──────── RECORDS PROVIDED

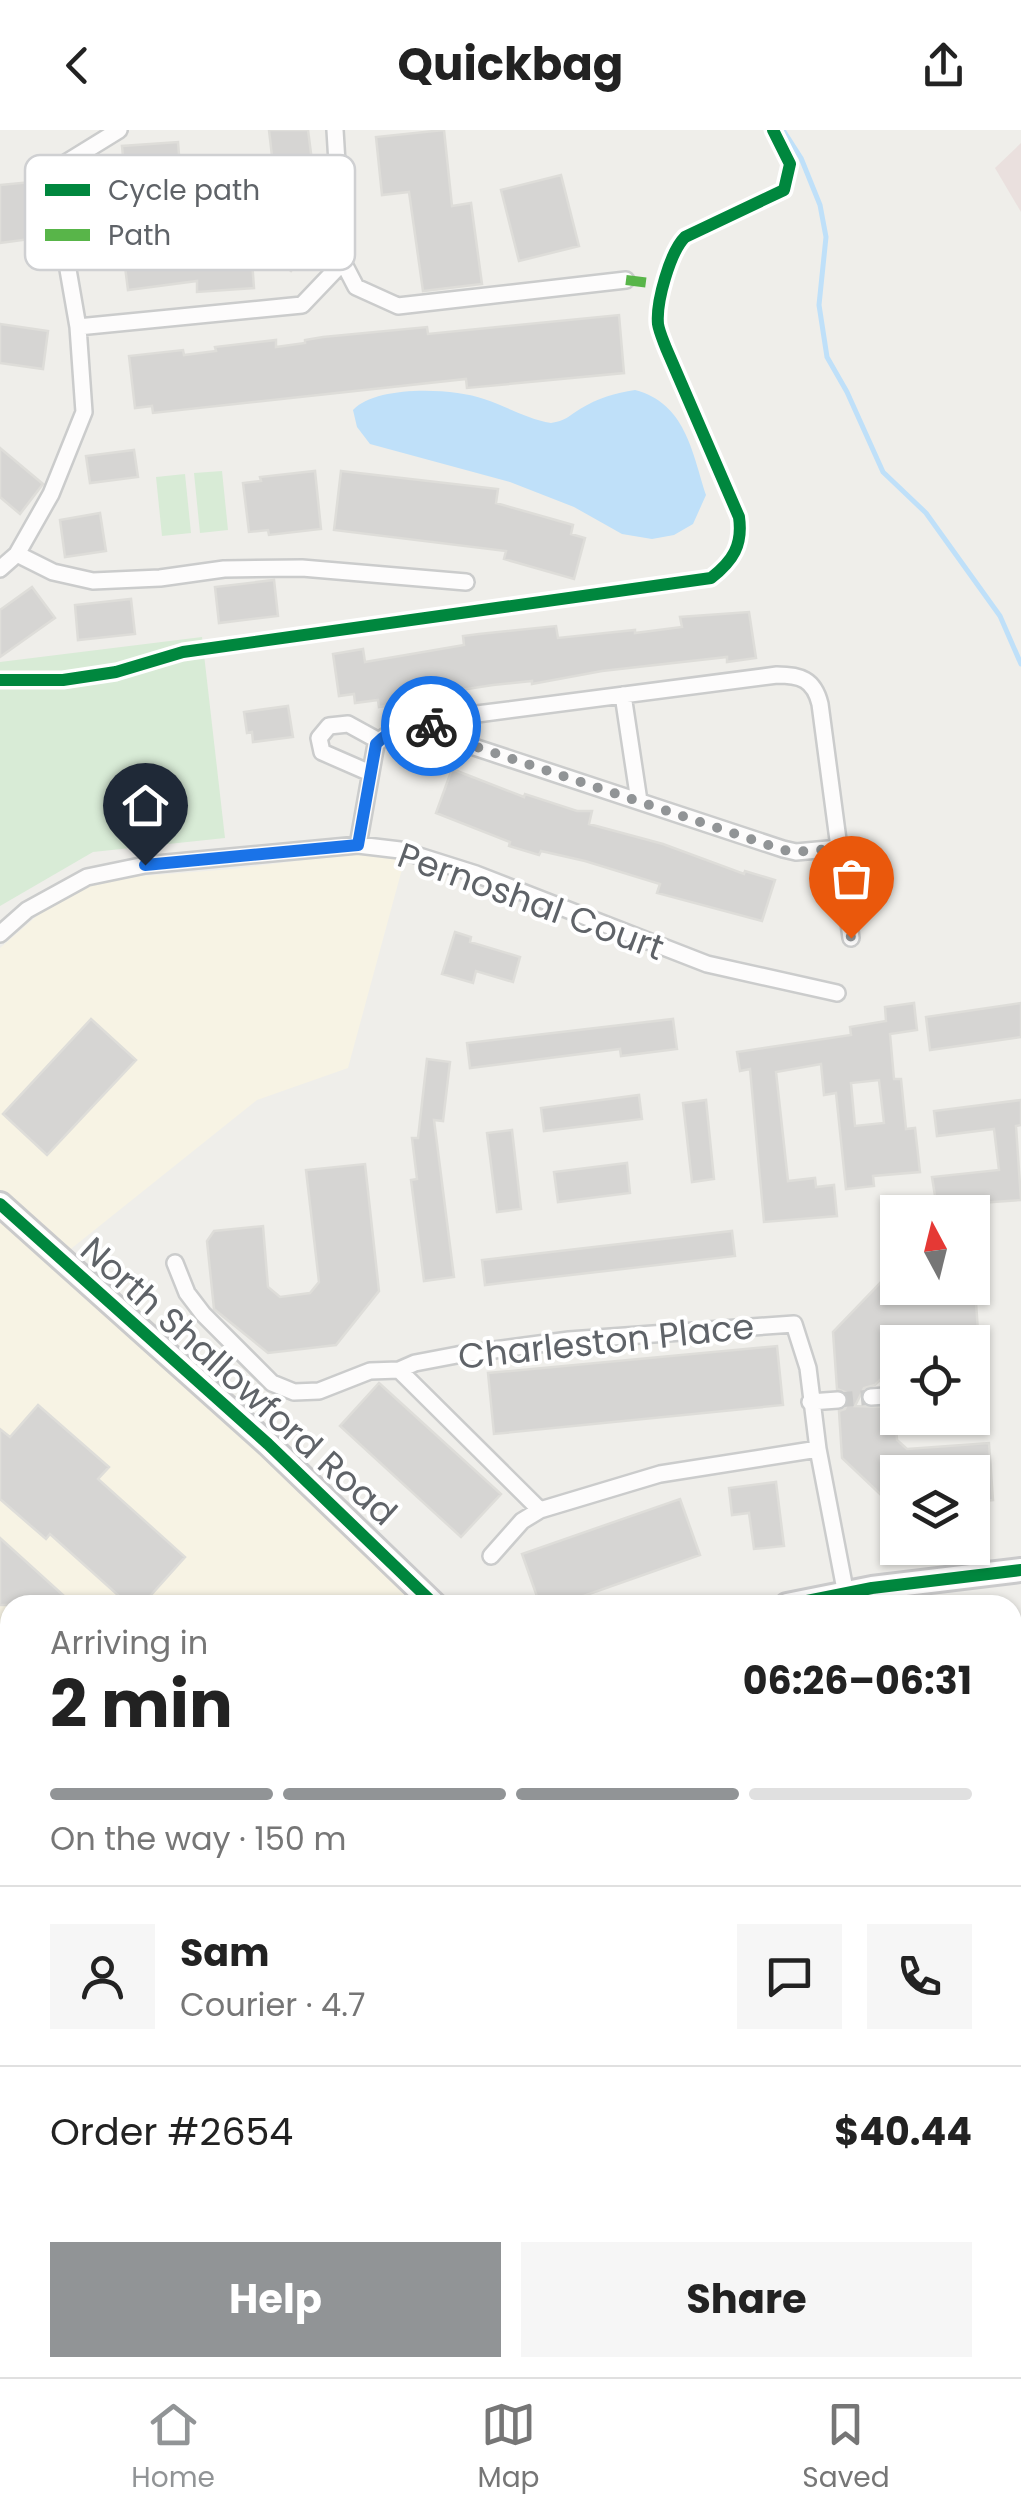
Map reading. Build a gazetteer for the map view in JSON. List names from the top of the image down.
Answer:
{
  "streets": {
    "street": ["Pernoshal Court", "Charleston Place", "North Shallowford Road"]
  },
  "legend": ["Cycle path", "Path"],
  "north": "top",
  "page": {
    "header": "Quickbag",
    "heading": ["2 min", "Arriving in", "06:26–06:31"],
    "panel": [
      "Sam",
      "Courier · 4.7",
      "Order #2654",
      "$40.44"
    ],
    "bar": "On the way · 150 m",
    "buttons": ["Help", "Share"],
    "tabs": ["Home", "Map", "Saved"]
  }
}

────────────────

Pictures stay out; everything else in the records above gets copied exactly.

Map reading. Build a gazetteer for the map view in JSON. List names from the top of the image down.
Answer:
{
  "streets": {
    "street": ["Pernoshal Court", "Charleston Place", "North Shallowford Road"]
  },
  "legend": ["Cycle path", "Path"],
  "north": "top",
  "page": {
    "header": "Quickbag",
    "heading": ["2 min", "Arriving in", "06:26–06:31"],
    "panel": [
      "Sam",
      "Courier · 4.7",
      "Order #2654",
      "$40.44"
    ],
    "bar": "On the way · 150 m",
    "buttons": ["Help", "Share"],
    "tabs": ["Home", "Map", "Saved"]
  }
}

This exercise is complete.